Although Trapp, forty-four, was diabetic and in a wheelchair, he was a major Midwestern link in the national white supremacist movement. He was, in fact, responsible for the fire-bombings of several African-Americans” homes around Lincoln and for what he called “Operation Gooks,” the burning of the Indochinese Refugee Assistance Center in Omaha. At the time, he was making plans to bomb B’nai Jeshuran, the synagogue where Weisser was the spiritual leader. 


Trapp lived alone on the southwest side of Lincoln in a cramped one-room apartment. On one wall he kept a giant Nazi flag and a double-life-size picture of Hitler. Next to these hung his white cotton Klan robe with its red belt and hood. He kept an arsenal of assault rifles, pistols and shotguns within reach in case his perceived “enemies” came crashing through his door. 

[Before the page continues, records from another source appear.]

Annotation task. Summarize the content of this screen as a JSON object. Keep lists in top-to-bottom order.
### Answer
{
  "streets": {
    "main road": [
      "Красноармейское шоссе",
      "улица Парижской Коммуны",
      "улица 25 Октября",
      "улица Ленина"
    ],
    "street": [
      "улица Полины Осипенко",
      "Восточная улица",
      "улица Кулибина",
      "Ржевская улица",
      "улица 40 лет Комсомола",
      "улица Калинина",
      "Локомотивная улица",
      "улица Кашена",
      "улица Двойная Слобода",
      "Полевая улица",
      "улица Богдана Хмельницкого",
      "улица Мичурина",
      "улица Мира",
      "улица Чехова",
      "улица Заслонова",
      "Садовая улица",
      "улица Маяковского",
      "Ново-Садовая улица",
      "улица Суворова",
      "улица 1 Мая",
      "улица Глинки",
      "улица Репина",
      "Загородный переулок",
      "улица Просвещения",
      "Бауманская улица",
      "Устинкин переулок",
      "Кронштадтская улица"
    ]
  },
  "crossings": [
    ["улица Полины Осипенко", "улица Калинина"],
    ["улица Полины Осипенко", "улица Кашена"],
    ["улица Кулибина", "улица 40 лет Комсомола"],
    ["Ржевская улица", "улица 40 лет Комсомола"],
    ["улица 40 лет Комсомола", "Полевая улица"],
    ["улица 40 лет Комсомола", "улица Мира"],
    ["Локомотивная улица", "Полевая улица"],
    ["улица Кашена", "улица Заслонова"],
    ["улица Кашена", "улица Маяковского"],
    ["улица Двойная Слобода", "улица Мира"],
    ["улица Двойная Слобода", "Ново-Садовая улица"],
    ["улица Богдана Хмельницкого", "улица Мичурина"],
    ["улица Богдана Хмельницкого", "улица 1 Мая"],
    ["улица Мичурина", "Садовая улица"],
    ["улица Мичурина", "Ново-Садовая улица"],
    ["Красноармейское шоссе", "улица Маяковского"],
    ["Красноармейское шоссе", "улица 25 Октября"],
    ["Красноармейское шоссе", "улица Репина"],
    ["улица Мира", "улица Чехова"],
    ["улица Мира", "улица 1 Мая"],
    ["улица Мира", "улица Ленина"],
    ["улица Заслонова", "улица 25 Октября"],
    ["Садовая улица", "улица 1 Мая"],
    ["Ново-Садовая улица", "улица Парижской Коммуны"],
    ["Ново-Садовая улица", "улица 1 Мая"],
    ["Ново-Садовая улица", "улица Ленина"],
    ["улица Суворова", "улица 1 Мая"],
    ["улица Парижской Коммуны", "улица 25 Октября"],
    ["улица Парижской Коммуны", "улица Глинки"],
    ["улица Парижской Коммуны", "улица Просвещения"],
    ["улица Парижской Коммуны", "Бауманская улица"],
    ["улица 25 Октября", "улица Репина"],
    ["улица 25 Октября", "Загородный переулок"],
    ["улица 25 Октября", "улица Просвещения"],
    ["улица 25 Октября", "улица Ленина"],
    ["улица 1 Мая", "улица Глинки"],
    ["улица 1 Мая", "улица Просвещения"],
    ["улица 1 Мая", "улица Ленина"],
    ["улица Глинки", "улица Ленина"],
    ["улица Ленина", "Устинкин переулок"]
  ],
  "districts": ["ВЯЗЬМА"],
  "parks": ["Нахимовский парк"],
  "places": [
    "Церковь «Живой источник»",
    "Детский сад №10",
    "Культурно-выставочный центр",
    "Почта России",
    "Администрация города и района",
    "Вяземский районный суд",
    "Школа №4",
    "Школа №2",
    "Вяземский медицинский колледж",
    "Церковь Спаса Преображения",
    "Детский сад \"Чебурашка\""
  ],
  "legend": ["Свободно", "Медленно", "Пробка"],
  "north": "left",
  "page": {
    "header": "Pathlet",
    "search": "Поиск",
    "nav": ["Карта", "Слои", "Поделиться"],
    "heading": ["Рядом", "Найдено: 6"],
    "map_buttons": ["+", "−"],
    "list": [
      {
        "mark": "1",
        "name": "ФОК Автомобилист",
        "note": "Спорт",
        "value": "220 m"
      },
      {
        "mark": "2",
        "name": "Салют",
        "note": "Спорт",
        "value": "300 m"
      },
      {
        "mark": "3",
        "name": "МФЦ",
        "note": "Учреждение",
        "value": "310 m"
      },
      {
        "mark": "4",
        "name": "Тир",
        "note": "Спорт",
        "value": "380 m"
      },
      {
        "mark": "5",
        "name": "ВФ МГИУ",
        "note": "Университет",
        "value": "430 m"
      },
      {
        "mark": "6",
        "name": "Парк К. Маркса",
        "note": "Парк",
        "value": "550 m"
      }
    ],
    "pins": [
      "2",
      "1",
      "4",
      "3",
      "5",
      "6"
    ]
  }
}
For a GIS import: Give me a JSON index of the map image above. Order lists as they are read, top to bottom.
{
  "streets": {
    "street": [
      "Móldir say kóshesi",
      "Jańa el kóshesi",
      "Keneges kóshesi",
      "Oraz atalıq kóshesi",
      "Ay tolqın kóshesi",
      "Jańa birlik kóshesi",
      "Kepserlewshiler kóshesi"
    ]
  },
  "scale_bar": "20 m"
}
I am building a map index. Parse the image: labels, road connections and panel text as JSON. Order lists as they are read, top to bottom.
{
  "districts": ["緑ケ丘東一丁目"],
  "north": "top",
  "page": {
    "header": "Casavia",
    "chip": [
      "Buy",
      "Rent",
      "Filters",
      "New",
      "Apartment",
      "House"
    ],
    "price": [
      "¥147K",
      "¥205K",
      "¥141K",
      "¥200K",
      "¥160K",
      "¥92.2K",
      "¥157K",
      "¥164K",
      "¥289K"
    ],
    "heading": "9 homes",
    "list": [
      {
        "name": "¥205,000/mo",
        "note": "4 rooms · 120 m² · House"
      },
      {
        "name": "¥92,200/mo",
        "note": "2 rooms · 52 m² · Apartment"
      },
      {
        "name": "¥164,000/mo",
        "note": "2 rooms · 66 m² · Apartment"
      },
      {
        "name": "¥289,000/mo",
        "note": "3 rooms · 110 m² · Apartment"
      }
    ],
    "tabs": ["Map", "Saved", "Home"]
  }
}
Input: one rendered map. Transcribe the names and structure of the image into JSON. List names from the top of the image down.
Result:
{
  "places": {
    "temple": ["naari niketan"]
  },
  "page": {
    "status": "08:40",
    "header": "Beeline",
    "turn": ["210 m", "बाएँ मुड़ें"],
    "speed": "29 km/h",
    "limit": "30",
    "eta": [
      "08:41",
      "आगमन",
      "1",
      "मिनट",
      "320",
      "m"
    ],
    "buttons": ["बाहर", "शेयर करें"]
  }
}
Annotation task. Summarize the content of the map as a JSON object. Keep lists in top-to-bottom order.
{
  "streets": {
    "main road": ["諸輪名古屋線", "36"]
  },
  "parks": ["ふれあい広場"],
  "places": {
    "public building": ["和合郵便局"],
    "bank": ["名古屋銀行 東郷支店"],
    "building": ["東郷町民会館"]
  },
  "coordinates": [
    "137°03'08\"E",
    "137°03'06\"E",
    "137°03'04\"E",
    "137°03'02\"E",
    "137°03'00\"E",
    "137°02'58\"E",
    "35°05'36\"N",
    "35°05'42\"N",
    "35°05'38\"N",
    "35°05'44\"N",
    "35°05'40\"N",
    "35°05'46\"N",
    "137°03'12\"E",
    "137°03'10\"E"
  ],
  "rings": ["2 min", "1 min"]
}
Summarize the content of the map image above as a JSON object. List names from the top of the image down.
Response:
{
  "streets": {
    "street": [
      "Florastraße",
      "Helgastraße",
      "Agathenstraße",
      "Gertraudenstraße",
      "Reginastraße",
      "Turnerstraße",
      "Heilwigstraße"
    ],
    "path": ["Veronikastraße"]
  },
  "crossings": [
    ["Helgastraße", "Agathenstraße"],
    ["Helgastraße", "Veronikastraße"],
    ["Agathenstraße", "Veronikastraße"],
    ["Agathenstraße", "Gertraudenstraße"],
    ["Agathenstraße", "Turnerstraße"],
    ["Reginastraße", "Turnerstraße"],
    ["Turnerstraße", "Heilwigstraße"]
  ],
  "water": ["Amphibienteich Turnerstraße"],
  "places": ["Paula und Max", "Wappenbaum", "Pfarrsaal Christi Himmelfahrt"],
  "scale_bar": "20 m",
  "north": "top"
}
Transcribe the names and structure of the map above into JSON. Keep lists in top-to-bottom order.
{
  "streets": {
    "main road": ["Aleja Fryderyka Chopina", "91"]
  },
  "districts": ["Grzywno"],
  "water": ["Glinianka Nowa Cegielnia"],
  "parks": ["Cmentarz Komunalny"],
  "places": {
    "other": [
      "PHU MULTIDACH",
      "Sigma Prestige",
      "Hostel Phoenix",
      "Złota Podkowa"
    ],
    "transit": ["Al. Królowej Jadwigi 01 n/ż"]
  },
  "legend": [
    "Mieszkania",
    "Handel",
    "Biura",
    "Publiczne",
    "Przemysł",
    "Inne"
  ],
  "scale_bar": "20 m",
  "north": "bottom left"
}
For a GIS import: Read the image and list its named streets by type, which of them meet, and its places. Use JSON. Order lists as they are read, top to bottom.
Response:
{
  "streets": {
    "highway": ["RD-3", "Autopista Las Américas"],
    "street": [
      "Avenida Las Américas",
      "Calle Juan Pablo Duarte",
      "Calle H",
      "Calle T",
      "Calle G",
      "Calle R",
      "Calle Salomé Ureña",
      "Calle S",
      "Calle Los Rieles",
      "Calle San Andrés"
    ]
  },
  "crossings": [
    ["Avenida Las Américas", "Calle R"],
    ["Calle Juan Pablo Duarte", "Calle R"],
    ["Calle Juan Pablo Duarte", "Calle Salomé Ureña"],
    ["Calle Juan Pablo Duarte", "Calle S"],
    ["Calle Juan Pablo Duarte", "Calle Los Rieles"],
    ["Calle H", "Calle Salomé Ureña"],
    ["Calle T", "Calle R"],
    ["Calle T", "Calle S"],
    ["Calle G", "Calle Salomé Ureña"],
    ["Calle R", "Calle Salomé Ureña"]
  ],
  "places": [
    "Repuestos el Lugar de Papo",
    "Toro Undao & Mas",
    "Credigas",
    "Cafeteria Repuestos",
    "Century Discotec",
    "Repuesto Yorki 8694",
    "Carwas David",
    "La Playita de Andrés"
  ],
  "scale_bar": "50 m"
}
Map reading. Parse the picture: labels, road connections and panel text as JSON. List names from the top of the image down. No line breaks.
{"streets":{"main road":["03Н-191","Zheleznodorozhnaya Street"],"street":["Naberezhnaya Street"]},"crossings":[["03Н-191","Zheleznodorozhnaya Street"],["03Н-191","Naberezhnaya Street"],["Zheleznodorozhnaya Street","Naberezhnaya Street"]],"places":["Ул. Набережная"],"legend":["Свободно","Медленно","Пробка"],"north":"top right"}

After the hate mail, Julie Weisser began to wonder about Trapp, who had gone public to recruit new members of the Klan. She was struck by how lonely he must be, how isolated in all his hatred. She found out where he lived and sometimes would drive past his apartment complex. While she felt infuriated and revolted by him, she was also intrigued by how he could become so evil. She told Michael she had an idea: She was going to send Trapp a letter every day, along with a passage from Proverbs–her favorite book of the Bible–one that talks about how to treat your fellow man and conduct your life. 


Michael liked the idea, but didn’t want Julie to sign her name. And friends were horrified, warning that Trapp was crazy and violent and might try to kill her. 


“He’s the one who does things anonymously,” Julie responded. “I won’t do that.” She held off on her plan, but later on, when Trapp launched a white supremacist series on a local-access cable channel, Michael Weisser was incensed. He called the number for the hotline of the KKK–”the Vigilante Voices of Nebraska”–and listened to Trapp’s harsh voice spewing out a racist diatribe on the answering machine.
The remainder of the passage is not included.